株価と為替は、必ずしも同じ方向に動くわけではありません。しかし、次のような一般的な傾向が見られます。
- 米国株が上昇 → 投資マネーがリスク資産に向かい、ドル高・円安になりやすい
- 米国株が下落 → リスク回避の動きで、安全通貨とされる円が買われ、円高になりやすい
つまり、株安=リスクオフ=円高という構図が、短期的には成立することが多いのです。
なぜ円は「安全資産」として買われるのか?
日本円は、世界的に「安全通貨」としての評価を受けています。その理由は以下の通りです。
- 日本が経常黒字国であり、外貨依存度が低い
- 対外債権が多く、海外からの信用が高い
- 通貨安定性やインフレリスクが比較的低い
そのため、世界の投資家がリスクを回避したいとき、円を買って資産を守ろうとする動きが起こります。これが「リスクオフの円買い」と呼ばれる現象です。
実例:NY株安と円高が同時に起きたケース
たとえば、2024年末に米国の景気後退懸念が高まり、NYダウやナスダックが大きく下落した局面では、ドル円相場が150円台から一気に144円台まで円高方向に進みました。
このときの背景には、米金利低下に加えて、FRBの利下げ観測や、地政学リスクなど複数の要素が重なり、リスク資産の売却と円の買い戻しが加速したことがありました。
為替と株式市場が逆行する理由
通常、「円高になると日本の輸出企業にマイナス」とされ、日経平均株価にとっても悪材料になります。一方、米株とドル円は一致して動くとは限らず、短期的には逆行する動きもしばしば見られます。
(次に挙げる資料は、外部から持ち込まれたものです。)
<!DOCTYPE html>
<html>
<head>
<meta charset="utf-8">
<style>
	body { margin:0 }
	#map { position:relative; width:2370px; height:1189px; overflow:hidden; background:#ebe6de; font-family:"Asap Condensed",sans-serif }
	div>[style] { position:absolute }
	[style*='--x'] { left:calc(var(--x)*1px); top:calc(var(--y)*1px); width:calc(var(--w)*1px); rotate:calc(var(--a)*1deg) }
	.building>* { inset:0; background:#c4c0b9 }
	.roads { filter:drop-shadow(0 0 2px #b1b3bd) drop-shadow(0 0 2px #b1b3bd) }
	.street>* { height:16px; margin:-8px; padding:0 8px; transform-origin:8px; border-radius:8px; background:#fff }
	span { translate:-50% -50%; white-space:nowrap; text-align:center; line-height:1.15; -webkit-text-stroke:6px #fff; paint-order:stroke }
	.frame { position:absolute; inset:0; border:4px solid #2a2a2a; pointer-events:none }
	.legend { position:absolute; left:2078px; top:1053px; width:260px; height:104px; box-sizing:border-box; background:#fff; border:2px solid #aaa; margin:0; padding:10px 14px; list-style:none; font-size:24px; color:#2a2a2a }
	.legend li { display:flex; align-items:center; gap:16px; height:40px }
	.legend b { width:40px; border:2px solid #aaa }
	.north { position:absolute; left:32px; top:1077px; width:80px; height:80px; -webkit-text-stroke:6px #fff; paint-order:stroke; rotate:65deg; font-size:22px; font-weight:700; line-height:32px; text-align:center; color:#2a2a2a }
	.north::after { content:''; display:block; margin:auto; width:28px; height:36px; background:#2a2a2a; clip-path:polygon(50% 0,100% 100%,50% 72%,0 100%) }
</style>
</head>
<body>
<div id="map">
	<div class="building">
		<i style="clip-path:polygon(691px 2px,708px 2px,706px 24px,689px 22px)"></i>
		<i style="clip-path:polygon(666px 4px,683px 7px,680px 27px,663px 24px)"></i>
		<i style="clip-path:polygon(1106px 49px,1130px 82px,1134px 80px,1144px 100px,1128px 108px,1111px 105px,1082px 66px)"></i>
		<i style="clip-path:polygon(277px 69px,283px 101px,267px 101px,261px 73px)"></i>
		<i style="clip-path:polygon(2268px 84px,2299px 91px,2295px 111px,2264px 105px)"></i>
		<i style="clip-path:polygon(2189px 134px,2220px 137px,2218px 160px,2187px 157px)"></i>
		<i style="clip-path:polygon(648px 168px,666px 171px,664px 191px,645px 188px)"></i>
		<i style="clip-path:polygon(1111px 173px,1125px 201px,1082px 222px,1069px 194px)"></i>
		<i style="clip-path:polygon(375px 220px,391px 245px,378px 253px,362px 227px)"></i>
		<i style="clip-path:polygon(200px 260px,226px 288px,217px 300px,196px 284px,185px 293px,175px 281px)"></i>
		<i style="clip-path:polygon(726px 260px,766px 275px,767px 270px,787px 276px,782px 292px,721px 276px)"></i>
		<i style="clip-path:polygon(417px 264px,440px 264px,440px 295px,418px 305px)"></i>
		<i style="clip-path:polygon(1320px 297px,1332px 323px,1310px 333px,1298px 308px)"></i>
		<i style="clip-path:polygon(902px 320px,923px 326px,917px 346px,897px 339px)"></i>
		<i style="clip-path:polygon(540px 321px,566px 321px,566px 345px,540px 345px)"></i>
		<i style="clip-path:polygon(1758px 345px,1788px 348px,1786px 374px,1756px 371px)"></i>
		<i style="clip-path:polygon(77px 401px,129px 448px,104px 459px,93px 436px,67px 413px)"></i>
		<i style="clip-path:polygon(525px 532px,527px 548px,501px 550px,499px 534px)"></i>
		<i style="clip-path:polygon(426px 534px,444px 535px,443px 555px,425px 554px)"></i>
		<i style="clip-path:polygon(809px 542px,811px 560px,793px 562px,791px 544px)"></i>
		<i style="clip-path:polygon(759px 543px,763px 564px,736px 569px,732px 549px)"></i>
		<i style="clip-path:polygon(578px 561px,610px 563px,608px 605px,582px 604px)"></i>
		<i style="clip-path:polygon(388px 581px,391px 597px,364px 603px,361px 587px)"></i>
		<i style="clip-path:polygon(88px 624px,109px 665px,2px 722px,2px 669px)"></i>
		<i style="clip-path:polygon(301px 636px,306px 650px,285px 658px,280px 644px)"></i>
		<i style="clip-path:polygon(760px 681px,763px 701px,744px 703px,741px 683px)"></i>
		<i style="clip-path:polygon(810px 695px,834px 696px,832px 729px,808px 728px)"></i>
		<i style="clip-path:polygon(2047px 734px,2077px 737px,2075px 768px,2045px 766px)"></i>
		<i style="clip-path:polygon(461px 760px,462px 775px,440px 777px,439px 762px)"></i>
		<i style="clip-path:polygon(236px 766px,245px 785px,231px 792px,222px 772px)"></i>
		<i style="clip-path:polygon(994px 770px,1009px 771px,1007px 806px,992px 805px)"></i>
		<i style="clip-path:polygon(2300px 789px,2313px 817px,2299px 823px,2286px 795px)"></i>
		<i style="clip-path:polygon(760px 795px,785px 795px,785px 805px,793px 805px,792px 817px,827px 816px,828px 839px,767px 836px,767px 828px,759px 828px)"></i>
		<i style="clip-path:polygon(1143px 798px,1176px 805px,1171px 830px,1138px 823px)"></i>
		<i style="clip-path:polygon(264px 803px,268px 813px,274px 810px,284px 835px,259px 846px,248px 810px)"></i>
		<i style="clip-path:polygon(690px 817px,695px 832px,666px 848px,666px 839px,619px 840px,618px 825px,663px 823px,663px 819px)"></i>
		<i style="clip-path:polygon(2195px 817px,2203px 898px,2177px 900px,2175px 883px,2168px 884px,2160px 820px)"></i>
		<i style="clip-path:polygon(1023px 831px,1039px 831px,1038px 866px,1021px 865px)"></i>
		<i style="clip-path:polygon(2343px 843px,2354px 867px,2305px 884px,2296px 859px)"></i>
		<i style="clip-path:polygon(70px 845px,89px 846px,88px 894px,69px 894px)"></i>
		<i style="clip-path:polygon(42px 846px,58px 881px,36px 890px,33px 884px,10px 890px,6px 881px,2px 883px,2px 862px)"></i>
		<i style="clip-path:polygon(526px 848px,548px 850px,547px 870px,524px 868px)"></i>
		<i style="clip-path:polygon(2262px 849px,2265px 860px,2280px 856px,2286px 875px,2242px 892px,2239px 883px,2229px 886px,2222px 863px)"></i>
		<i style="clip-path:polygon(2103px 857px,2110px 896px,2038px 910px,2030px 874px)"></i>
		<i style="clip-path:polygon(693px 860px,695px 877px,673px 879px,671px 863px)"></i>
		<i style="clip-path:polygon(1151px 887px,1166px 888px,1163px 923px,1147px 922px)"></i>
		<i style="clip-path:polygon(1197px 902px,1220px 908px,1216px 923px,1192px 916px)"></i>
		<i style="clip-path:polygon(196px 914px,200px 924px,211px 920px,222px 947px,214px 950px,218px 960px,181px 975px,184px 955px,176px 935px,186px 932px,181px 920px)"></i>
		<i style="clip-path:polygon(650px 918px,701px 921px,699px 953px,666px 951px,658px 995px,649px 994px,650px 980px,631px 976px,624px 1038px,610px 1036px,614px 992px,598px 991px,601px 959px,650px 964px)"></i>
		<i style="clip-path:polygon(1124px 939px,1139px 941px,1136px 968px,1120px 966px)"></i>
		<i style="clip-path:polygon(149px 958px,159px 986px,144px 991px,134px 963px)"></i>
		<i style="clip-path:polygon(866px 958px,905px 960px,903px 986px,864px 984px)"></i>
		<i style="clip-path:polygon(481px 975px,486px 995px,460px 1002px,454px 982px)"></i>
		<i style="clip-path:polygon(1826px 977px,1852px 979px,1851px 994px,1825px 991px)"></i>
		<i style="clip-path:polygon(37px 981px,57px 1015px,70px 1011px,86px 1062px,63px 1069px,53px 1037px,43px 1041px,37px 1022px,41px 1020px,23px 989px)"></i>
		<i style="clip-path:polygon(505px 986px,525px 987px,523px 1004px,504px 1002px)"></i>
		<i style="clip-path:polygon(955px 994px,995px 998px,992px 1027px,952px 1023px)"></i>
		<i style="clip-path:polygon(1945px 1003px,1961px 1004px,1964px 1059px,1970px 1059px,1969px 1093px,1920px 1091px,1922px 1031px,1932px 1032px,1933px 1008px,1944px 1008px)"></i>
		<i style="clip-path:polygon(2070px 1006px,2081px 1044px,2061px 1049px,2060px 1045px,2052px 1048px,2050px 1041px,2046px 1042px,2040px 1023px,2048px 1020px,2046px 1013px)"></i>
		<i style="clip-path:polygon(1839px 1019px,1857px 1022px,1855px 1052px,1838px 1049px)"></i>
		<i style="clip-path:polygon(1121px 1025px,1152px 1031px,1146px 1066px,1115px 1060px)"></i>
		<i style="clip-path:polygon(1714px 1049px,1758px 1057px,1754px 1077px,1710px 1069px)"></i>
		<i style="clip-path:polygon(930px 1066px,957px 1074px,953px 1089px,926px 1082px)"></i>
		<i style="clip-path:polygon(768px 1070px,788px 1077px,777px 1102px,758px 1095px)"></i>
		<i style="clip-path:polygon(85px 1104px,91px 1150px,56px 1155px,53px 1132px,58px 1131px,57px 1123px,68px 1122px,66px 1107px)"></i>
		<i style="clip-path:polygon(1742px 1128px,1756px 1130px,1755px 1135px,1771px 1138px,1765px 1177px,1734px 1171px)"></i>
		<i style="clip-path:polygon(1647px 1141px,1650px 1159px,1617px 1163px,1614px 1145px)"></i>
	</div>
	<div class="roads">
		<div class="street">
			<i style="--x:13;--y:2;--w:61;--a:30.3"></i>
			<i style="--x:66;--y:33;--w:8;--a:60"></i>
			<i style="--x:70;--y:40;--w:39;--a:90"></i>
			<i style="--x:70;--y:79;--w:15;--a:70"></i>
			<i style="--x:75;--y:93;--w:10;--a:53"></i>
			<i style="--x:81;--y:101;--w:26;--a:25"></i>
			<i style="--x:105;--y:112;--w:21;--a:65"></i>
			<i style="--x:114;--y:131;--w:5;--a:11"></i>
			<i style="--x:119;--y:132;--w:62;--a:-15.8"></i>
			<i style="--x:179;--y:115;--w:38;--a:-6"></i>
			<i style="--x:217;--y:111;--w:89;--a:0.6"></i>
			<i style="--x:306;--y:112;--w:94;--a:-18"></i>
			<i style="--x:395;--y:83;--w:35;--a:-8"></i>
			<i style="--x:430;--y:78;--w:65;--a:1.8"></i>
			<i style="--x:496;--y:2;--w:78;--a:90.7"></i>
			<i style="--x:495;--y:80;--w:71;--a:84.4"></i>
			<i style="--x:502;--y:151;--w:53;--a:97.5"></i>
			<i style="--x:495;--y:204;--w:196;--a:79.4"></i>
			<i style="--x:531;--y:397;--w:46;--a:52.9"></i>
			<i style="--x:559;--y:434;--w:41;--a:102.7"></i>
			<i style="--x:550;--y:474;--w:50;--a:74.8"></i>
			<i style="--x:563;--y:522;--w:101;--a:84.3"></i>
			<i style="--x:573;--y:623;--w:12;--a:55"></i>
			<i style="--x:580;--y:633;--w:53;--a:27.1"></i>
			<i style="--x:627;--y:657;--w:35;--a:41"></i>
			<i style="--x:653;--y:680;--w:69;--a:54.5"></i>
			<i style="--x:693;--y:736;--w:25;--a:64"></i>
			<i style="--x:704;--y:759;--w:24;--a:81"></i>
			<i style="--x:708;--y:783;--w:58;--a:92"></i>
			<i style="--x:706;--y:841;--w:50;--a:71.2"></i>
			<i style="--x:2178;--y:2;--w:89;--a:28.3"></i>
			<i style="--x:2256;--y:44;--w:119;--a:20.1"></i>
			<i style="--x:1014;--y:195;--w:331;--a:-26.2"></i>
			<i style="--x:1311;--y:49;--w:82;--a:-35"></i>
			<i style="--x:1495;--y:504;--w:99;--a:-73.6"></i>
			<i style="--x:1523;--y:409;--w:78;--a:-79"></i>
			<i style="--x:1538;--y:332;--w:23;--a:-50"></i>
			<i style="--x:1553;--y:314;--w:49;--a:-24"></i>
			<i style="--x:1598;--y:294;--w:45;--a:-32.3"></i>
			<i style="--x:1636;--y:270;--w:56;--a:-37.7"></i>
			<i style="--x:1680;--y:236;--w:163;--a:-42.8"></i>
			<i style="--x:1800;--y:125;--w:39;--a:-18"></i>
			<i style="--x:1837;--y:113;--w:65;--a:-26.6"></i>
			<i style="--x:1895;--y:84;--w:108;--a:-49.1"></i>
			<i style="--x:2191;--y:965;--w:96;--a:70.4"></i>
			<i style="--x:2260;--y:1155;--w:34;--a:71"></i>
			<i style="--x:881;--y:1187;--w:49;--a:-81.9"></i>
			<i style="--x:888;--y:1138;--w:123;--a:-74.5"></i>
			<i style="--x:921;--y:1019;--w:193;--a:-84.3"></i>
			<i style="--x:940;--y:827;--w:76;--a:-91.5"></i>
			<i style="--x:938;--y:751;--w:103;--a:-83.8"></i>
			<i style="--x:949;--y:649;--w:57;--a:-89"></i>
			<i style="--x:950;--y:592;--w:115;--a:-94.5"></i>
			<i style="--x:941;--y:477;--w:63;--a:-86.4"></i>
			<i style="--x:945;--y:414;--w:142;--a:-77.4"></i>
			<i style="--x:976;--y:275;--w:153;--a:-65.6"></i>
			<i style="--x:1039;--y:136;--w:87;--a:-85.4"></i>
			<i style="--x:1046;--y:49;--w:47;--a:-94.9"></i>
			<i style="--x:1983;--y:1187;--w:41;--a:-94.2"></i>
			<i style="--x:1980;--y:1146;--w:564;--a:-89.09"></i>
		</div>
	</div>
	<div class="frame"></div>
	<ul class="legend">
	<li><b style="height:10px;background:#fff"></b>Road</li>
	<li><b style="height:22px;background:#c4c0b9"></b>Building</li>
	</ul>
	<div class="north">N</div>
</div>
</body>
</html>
特に、米国の金利低下が意識されると、ドルの魅力が薄れ、円が買われやすくなります。加えて、米国株が下落すると、ドル建て資産の売却によりドルを売って円に戻す動きが出るため、円高が進行するのです。
初心者が注目すべきポイントと対策
こうした相場環境では、以下のポイントに注目すると為替と株の動きが読みやすくなります。
- 米国の長期金利の動向
- FRB(米連邦準備制度)の政策発言やFOMC会合
- 地政学リスク(中東、ウクライナなど)の緊張
- VIX指数(恐怖指数)によるリスクオン・オフの判断
特に、ドル円は米金利と連動しやすい傾向があるため、米国10年債利回りを見る習慣をつけると、為替の先行きがイメージしやすくなります。
まとめ:NY株安と円高は「リスク回避」の表れ
NY株が下落し、同時に円高が進むのは、世界の投資家がリスクを避け、安全な通貨である円を選んでいることの表れです。これは決して矛盾した動きではなく、リスクオフ局面においては自然な市場の反応です。
株価と為替の動きを単独で見るのではなく、金利・地政学・投資家心理など複数のファクターを組み合わせて判断することが、今後の相場を読み解く鍵となります。